### ACTION ITEM
Return the records that follow, unchanged and complete.

─── SOURCE DATA ───

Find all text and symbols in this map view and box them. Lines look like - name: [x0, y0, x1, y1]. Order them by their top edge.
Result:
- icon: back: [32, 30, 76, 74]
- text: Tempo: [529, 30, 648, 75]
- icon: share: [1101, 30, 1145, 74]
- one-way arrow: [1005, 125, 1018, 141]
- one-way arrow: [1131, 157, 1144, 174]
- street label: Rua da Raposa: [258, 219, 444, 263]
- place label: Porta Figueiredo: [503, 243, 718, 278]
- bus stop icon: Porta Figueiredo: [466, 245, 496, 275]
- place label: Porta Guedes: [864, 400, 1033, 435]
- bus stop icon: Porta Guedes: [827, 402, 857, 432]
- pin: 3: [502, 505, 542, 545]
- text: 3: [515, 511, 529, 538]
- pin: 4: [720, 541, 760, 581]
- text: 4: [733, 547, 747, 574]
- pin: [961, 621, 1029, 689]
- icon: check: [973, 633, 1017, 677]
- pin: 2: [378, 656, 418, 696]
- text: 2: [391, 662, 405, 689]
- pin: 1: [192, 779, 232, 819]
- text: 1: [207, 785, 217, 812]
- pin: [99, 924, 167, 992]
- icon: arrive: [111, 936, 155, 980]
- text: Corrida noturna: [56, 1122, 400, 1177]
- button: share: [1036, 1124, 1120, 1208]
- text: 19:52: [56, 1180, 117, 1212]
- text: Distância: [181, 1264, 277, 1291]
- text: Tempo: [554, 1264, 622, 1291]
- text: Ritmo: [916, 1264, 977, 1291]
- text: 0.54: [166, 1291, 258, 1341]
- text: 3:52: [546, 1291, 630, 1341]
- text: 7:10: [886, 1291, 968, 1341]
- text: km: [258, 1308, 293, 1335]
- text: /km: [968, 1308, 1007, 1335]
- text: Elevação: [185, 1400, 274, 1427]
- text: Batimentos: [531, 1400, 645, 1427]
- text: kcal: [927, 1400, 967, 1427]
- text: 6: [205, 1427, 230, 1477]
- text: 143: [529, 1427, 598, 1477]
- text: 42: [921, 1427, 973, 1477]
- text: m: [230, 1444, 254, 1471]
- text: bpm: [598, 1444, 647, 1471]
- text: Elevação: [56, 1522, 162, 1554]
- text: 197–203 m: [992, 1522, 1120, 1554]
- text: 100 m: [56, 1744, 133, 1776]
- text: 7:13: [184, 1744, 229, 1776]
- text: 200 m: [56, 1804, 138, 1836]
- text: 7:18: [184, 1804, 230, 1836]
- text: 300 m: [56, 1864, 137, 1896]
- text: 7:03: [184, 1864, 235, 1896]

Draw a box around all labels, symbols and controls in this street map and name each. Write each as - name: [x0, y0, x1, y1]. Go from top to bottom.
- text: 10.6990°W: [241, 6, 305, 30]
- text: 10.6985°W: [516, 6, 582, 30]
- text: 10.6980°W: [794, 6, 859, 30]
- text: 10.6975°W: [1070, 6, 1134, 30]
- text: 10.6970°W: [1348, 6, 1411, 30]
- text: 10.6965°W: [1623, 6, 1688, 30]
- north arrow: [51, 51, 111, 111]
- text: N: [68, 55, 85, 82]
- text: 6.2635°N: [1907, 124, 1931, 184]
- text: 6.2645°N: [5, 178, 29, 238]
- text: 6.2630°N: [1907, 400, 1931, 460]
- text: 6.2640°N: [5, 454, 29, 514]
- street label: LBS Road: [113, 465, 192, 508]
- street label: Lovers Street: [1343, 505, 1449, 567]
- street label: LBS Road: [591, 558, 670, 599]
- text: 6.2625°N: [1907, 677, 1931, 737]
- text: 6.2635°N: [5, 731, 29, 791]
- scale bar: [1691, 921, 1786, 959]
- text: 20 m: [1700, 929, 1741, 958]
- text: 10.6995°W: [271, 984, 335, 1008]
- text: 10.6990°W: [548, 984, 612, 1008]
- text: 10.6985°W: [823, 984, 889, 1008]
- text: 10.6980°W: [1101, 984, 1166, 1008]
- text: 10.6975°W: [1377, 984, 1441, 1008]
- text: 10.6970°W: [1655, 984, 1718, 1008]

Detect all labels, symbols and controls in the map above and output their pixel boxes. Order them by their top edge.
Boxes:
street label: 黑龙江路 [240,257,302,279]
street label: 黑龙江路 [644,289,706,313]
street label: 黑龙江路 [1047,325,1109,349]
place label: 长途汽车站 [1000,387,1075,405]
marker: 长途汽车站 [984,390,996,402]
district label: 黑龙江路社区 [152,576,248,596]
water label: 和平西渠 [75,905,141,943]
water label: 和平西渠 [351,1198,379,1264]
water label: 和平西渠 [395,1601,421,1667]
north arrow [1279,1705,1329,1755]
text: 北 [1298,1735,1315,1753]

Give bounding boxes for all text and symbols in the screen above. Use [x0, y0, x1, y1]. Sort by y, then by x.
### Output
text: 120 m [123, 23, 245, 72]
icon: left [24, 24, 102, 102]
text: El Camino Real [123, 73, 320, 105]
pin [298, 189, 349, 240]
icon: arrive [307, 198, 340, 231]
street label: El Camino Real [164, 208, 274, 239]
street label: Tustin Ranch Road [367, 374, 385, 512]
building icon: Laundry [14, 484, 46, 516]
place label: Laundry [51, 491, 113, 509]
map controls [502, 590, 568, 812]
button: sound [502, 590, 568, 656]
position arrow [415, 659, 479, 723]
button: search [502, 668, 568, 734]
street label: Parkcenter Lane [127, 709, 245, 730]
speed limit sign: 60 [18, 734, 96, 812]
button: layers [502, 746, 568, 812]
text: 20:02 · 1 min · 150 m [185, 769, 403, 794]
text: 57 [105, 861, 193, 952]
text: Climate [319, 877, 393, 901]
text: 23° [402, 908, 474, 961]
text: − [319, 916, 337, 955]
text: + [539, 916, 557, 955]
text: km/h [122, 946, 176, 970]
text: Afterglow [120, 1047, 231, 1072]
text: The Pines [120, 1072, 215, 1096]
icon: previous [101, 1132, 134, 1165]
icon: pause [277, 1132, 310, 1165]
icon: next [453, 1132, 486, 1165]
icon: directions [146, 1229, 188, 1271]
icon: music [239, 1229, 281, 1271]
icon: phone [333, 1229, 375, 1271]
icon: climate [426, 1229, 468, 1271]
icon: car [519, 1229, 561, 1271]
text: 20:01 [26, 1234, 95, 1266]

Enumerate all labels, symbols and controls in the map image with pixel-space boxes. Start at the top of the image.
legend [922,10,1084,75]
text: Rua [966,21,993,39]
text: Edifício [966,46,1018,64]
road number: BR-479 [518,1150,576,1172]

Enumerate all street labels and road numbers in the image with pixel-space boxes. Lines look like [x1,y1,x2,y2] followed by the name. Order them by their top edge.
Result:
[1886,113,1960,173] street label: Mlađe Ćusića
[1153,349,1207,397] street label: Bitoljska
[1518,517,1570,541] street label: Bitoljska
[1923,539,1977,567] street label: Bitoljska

───

### EXERCISE OUTPUT
Find all text and symbols in this map view and box them. Lines look like - name: [x0, y0, x1, y1]. Order them by their top edge.
Result:
- icon: back: [32, 30, 76, 74]
- text: Tempo: [529, 30, 648, 75]
- icon: share: [1101, 30, 1145, 74]
- one-way arrow: [1005, 125, 1018, 141]
- one-way arrow: [1131, 157, 1144, 174]
- street label: Rua da Raposa: [258, 219, 444, 263]
- place label: Porta Figueiredo: [503, 243, 718, 278]
- bus stop icon: Porta Figueiredo: [466, 245, 496, 275]
- place label: Porta Guedes: [864, 400, 1033, 435]
- bus stop icon: Porta Guedes: [827, 402, 857, 432]
- pin: 3: [502, 505, 542, 545]
- text: 3: [515, 511, 529, 538]
- pin: 4: [720, 541, 760, 581]
- text: 4: [733, 547, 747, 574]
- pin: [961, 621, 1029, 689]
- icon: check: [973, 633, 1017, 677]
- pin: 2: [378, 656, 418, 696]
- text: 2: [391, 662, 405, 689]
- pin: 1: [192, 779, 232, 819]
- text: 1: [207, 785, 217, 812]
- pin: [99, 924, 167, 992]
- icon: arrive: [111, 936, 155, 980]
- text: Corrida noturna: [56, 1122, 400, 1177]
- button: share: [1036, 1124, 1120, 1208]
- text: 19:52: [56, 1180, 117, 1212]
- text: Distância: [181, 1264, 277, 1291]
- text: Tempo: [554, 1264, 622, 1291]
- text: Ritmo: [916, 1264, 977, 1291]
- text: 0.54: [166, 1291, 258, 1341]
- text: 3:52: [546, 1291, 630, 1341]
- text: 7:10: [886, 1291, 968, 1341]
- text: km: [258, 1308, 293, 1335]
- text: /km: [968, 1308, 1007, 1335]
- text: Elevação: [185, 1400, 274, 1427]
- text: Batimentos: [531, 1400, 645, 1427]
- text: kcal: [927, 1400, 967, 1427]
- text: 6: [205, 1427, 230, 1477]
- text: 143: [529, 1427, 598, 1477]
- text: 42: [921, 1427, 973, 1477]
- text: m: [230, 1444, 254, 1471]
- text: bpm: [598, 1444, 647, 1471]
- text: Elevação: [56, 1522, 162, 1554]
- text: 197–203 m: [992, 1522, 1120, 1554]
- text: 100 m: [56, 1744, 133, 1776]
- text: 7:13: [184, 1744, 229, 1776]
- text: 200 m: [56, 1804, 138, 1836]
- text: 7:18: [184, 1804, 230, 1836]
- text: 300 m: [56, 1864, 137, 1896]
- text: 7:03: [184, 1864, 235, 1896]

Draw a box around all labels, symbols and controls in this street map and name each. Write each as - name: [x0, y0, x1, y1]. Go from top to bottom.
- text: 10.6990°W: [241, 6, 305, 30]
- text: 10.6985°W: [516, 6, 582, 30]
- text: 10.6980°W: [794, 6, 859, 30]
- text: 10.6975°W: [1070, 6, 1134, 30]
- text: 10.6970°W: [1348, 6, 1411, 30]
- text: 10.6965°W: [1623, 6, 1688, 30]
- north arrow: [51, 51, 111, 111]
- text: N: [68, 55, 85, 82]
- text: 6.2635°N: [1907, 124, 1931, 184]
- text: 6.2645°N: [5, 178, 29, 238]
- text: 6.2630°N: [1907, 400, 1931, 460]
- text: 6.2640°N: [5, 454, 29, 514]
- street label: LBS Road: [113, 465, 192, 508]
- street label: Lovers Street: [1343, 505, 1449, 567]
- street label: LBS Road: [591, 558, 670, 599]
- text: 6.2625°N: [1907, 677, 1931, 737]
- text: 6.2635°N: [5, 731, 29, 791]
- scale bar: [1691, 921, 1786, 959]
- text: 20 m: [1700, 929, 1741, 958]
- text: 10.6995°W: [271, 984, 335, 1008]
- text: 10.6990°W: [548, 984, 612, 1008]
- text: 10.6985°W: [823, 984, 889, 1008]
- text: 10.6980°W: [1101, 984, 1166, 1008]
- text: 10.6975°W: [1377, 984, 1441, 1008]
- text: 10.6970°W: [1655, 984, 1718, 1008]

Detect all labels, symbols and controls in the map above and output their pixel boxes. Order them by their top edge.
Boxes:
street label: 黑龙江路 [240,257,302,279]
street label: 黑龙江路 [644,289,706,313]
street label: 黑龙江路 [1047,325,1109,349]
place label: 长途汽车站 [1000,387,1075,405]
marker: 长途汽车站 [984,390,996,402]
district label: 黑龙江路社区 [152,576,248,596]
water label: 和平西渠 [75,905,141,943]
water label: 和平西渠 [351,1198,379,1264]
water label: 和平西渠 [395,1601,421,1667]
north arrow [1279,1705,1329,1755]
text: 北 [1298,1735,1315,1753]

Give bounding boxes for all text and symbols in the screen above. Use [x0, y0, x1, y1]. Sort by y, then by x.
### Output
text: 120 m [123, 23, 245, 72]
icon: left [24, 24, 102, 102]
text: El Camino Real [123, 73, 320, 105]
pin [298, 189, 349, 240]
icon: arrive [307, 198, 340, 231]
street label: El Camino Real [164, 208, 274, 239]
street label: Tustin Ranch Road [367, 374, 385, 512]
building icon: Laundry [14, 484, 46, 516]
place label: Laundry [51, 491, 113, 509]
map controls [502, 590, 568, 812]
button: sound [502, 590, 568, 656]
position arrow [415, 659, 479, 723]
button: search [502, 668, 568, 734]
street label: Parkcenter Lane [127, 709, 245, 730]
speed limit sign: 60 [18, 734, 96, 812]
button: layers [502, 746, 568, 812]
text: 20:02 · 1 min · 150 m [185, 769, 403, 794]
text: 57 [105, 861, 193, 952]
text: Climate [319, 877, 393, 901]
text: 23° [402, 908, 474, 961]
text: − [319, 916, 337, 955]
text: + [539, 916, 557, 955]
text: km/h [122, 946, 176, 970]
text: Afterglow [120, 1047, 231, 1072]
text: The Pines [120, 1072, 215, 1096]
icon: previous [101, 1132, 134, 1165]
icon: pause [277, 1132, 310, 1165]
icon: next [453, 1132, 486, 1165]
icon: directions [146, 1229, 188, 1271]
icon: music [239, 1229, 281, 1271]
icon: phone [333, 1229, 375, 1271]
icon: climate [426, 1229, 468, 1271]
icon: car [519, 1229, 561, 1271]
text: 20:01 [26, 1234, 95, 1266]

Enumerate all labels, symbols and controls in the map image with pixel-space boxes. Start at the top of the image.
legend [922,10,1084,75]
text: Rua [966,21,993,39]
text: Edifício [966,46,1018,64]
road number: BR-479 [518,1150,576,1172]

Enumerate all street labels and road numbers in the image with pixel-space boxes. Lines look like [x1,y1,x2,y2] followed by the name. Order them by their top edge.
Result:
[1886,113,1960,173] street label: Mlađe Ćusića
[1153,349,1207,397] street label: Bitoljska
[1518,517,1570,541] street label: Bitoljska
[1923,539,1977,567] street label: Bitoljska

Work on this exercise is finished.